Copy out all lines from the entries below in which "Minified" occurs.
------------
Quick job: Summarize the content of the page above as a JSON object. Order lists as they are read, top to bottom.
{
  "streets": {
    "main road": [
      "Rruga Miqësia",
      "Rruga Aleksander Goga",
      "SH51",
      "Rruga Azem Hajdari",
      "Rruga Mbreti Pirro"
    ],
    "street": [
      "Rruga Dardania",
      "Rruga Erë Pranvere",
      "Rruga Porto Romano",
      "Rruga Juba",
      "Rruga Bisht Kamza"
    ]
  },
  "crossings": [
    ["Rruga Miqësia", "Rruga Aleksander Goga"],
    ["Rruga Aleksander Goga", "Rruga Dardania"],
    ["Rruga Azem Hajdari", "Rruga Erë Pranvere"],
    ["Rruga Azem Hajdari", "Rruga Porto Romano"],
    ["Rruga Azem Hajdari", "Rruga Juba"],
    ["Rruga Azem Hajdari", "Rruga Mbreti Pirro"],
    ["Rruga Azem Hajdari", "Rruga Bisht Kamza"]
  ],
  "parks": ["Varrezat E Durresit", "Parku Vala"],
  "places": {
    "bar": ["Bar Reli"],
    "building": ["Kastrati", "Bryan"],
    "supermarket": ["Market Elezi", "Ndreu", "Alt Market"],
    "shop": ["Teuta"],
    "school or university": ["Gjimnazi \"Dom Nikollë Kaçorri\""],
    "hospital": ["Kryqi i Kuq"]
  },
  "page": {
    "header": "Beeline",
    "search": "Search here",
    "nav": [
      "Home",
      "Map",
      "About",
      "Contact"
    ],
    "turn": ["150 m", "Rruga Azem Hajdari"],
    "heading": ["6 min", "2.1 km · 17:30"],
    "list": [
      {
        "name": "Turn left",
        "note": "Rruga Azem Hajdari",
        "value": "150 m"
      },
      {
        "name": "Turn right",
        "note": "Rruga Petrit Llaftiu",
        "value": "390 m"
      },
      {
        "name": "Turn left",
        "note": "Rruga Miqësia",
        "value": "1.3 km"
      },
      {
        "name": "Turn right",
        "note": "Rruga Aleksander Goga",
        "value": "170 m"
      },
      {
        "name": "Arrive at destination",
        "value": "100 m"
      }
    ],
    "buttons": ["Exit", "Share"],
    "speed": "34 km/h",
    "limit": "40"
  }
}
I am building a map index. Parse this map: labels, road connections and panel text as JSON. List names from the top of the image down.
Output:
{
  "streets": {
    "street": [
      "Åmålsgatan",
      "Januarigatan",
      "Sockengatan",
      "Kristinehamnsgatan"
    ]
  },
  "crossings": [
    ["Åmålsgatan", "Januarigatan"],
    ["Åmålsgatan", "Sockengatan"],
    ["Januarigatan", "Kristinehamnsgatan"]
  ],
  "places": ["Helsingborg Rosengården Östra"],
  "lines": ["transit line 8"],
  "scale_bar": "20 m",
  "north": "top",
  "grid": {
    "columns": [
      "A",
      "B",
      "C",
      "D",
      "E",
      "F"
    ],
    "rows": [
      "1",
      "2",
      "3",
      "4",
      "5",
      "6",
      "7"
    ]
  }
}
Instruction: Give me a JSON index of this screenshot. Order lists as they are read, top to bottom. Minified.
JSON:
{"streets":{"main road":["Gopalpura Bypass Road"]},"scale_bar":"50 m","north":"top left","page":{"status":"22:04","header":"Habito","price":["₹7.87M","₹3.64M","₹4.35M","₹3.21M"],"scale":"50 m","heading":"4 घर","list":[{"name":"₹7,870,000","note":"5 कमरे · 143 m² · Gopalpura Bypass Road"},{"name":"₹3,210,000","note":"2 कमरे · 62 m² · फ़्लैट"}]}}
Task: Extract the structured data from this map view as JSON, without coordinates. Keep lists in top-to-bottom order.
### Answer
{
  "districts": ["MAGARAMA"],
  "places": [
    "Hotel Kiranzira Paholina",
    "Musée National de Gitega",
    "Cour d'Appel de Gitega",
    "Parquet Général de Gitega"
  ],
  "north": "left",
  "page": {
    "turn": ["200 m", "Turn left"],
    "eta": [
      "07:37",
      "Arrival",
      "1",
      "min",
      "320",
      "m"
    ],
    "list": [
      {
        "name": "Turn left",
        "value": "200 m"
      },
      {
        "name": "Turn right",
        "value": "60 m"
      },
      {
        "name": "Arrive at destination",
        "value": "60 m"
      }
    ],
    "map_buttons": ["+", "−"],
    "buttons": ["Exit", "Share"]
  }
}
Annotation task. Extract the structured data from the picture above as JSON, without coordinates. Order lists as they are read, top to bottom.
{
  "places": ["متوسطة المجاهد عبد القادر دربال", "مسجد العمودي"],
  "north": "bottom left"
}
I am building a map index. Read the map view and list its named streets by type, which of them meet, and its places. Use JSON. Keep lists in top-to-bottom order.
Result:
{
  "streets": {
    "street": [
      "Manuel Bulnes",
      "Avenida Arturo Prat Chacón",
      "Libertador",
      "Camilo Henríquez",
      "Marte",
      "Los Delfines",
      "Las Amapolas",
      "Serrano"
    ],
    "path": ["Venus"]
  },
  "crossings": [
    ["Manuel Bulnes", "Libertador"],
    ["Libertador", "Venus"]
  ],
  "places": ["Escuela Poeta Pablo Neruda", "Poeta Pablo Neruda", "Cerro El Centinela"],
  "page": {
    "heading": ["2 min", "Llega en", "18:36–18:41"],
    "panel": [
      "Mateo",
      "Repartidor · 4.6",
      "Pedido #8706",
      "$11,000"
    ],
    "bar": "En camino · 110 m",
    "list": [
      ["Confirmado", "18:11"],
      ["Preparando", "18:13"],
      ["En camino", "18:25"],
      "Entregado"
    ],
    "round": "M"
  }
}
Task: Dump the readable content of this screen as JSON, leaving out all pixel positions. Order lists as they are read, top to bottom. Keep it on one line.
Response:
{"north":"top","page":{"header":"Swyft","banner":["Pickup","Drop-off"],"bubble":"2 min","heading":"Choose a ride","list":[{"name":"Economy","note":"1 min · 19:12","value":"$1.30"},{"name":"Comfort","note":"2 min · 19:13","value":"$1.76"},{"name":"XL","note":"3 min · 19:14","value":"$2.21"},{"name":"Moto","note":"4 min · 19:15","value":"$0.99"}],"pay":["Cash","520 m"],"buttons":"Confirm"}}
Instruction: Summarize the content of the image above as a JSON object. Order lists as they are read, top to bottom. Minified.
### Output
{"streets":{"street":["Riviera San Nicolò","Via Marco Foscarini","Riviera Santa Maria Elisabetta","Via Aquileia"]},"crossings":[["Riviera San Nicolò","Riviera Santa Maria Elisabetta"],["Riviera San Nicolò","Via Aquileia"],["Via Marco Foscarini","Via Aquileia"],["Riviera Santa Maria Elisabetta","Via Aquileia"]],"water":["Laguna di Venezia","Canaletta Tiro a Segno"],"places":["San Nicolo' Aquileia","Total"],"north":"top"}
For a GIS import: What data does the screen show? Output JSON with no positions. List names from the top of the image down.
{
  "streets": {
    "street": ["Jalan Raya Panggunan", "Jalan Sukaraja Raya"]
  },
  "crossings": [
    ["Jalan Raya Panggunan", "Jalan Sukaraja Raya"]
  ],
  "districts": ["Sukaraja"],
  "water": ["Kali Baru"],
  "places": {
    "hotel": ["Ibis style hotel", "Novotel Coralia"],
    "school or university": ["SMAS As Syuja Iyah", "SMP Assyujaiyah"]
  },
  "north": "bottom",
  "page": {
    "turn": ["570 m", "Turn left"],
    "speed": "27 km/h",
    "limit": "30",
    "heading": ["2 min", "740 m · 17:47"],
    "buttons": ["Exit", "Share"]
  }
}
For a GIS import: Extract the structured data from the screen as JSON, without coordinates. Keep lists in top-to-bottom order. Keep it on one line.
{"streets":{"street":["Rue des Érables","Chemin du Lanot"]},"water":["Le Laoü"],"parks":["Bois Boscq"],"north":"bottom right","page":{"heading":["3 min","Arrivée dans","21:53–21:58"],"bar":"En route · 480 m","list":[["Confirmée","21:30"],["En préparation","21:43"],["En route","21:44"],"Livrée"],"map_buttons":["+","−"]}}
------------
▶ EXERCISE RESPONSE
Instruction: Give me a JSON index of this screenshot. Order lists as they are read, top to bottom. Minified.
Instruction: Summarize the content of the image above as a JSON object. Order lists as they are read, top to bottom. Minified.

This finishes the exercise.